Il giorno 9 di febbraro del 1675 le due armate vennero alle mani. Ad onta del suo coraggio l’ammiraglio Duquesne era per aver la peggio nel conflitto e già cominciava a cedere, quando inaspettatamente sopraggiunse il cavaliere Vallebelle con tutti i legni, che seco avea in Messina, il quale, conosciuto, che gli Spagnuoli correvano ad attaccare l’armata di Duquesne, avea lor tenuto dietro. Il suo arrivo pareggiò la partita; anzi accrebbe il coraggio de’ Francesi, e gli Spagnuoli ne furono sopraffatti. Uno de’ loro vascelli fu preso, due affondati, gli altri dispersi.

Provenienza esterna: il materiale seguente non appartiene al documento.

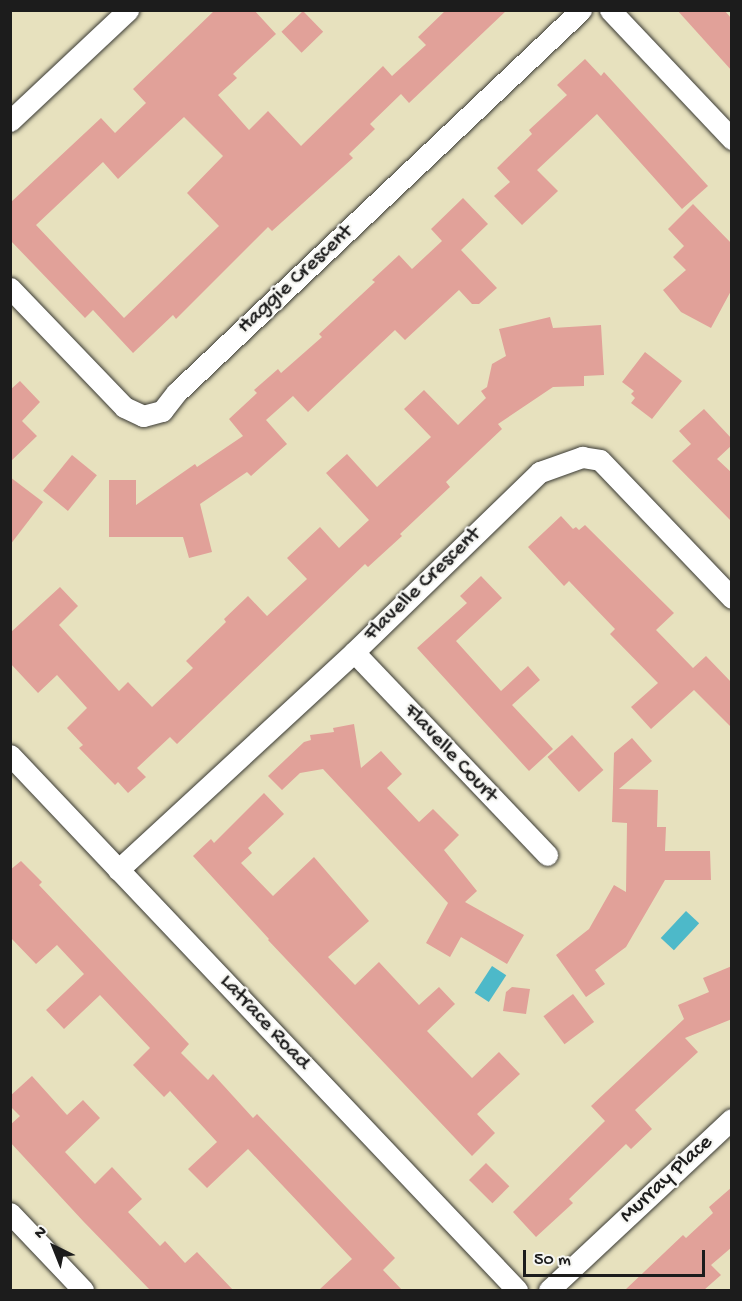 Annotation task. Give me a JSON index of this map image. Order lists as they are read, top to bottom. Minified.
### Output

Vinta la battaglia, il duca di Vivonne venne a Messina. Addì 22 d’aprile fu solennemente riconosciuto come vicerè nella città di Messina e negli altri luoghi dell’isola di Sicilia, nei quali i popoli si averanno scaricato del giogo spagnuolo, e con tal carattere ricevè da’ senatori l’omaggio e giurò l’osservanza de’ privilegi della città in nome del re Luigi; e nel seguente maggio si fece la gran cavalcata allora in uso in tutte le giulive occasioni.

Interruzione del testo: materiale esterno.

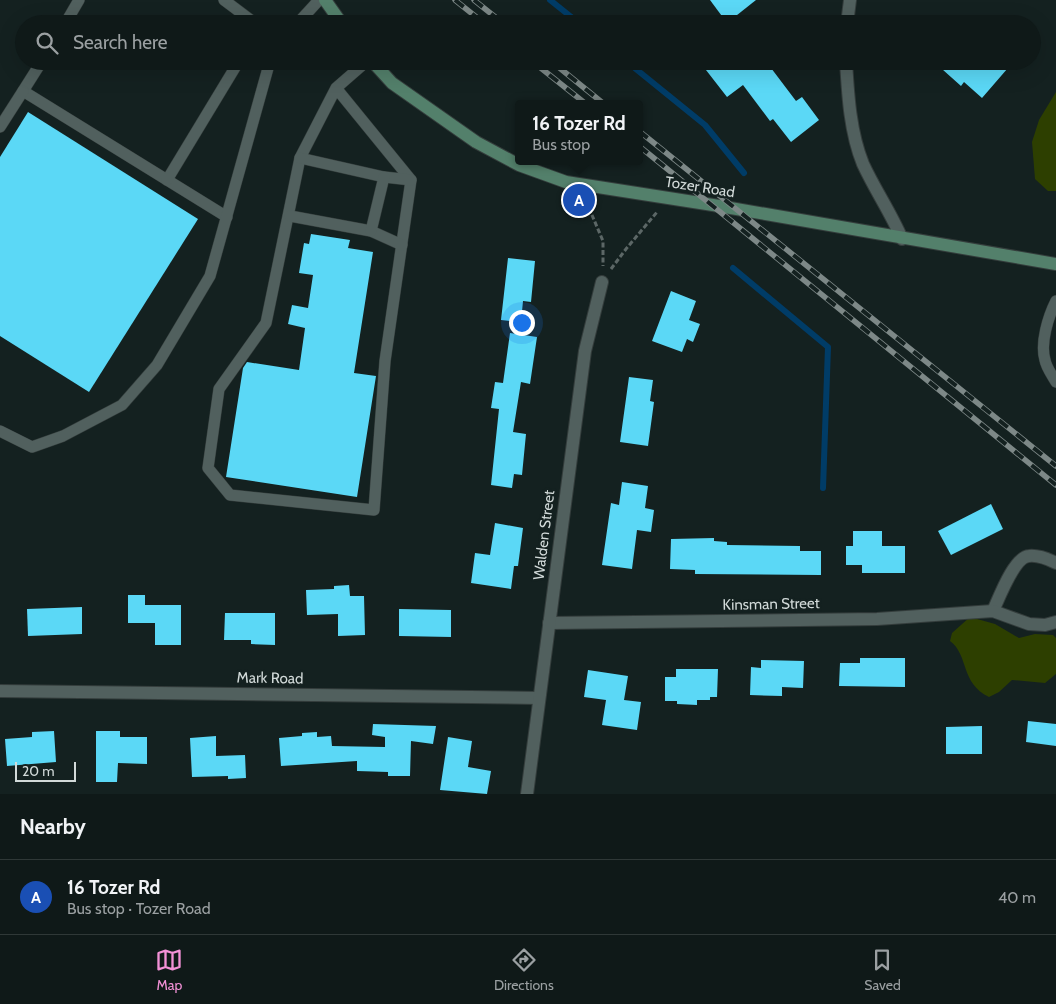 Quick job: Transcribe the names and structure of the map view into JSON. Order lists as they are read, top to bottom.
{
  "streets": {
    "main road": ["Tozer Road"],
    "street": ["Walden Street", "Kinsman Street", "Mark Road"]
  },
  "crossings": [
    ["Walden Street", "Kinsman Street"],
    ["Walden Street", "Mark Road"]
  ],
  "scale_bar": "20 m",
  "page": {
    "search": "Search here",
    "popup": ["16 Tozer Rd", "Bus stop"],
    "pins": "A",
    "scale": "20 m",
    "heading": "Nearby",
    "list": [
      {
        "mark": "A",
        "name": "16 Tozer Rd",
        "note": "Bus stop · Tozer Road",
        "value": "40 m"
      }
    ],
    "nav": ["Map", "Directions", "Saved"]
  }
} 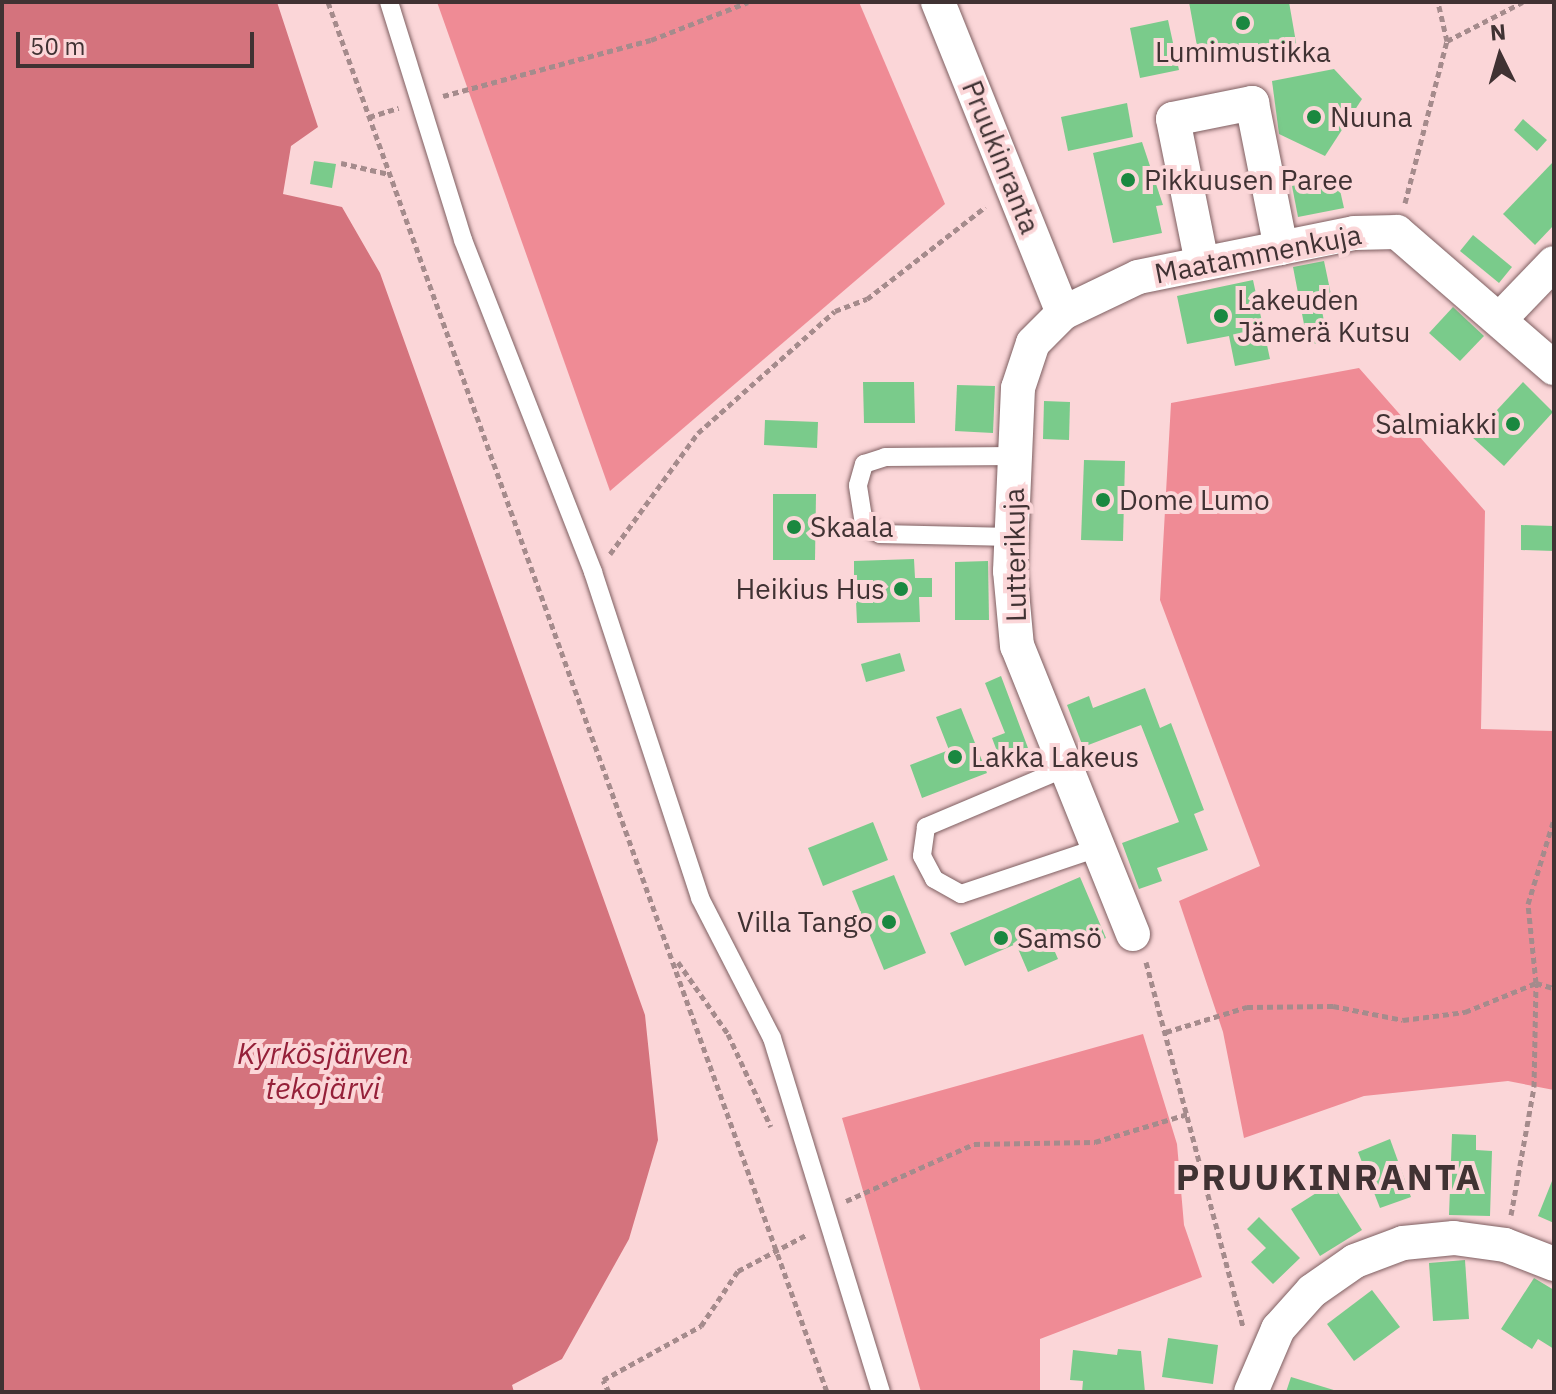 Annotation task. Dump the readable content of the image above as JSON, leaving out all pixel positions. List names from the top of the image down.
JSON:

Allontanata l’armata nemica, reso libero il mare, ogni cosa era lieta in Messina: ma negli altri luoghi di Sicilia i popoli, se voleano scaricarsi del giogo spagnuolo, come la corte di Francia sperava, non volevano addossarsi il giogo francese; senzachè le armi francesi non venivano a sostenere alcun movimento generale della nazione, ma a difendere la ribellione di una sola città, mossa dalla brama di volersi ingrandire a spese di tutto il regno: bastava ciò a renderle odiose, onde pochi progressi potè fare il duca di Vivonne.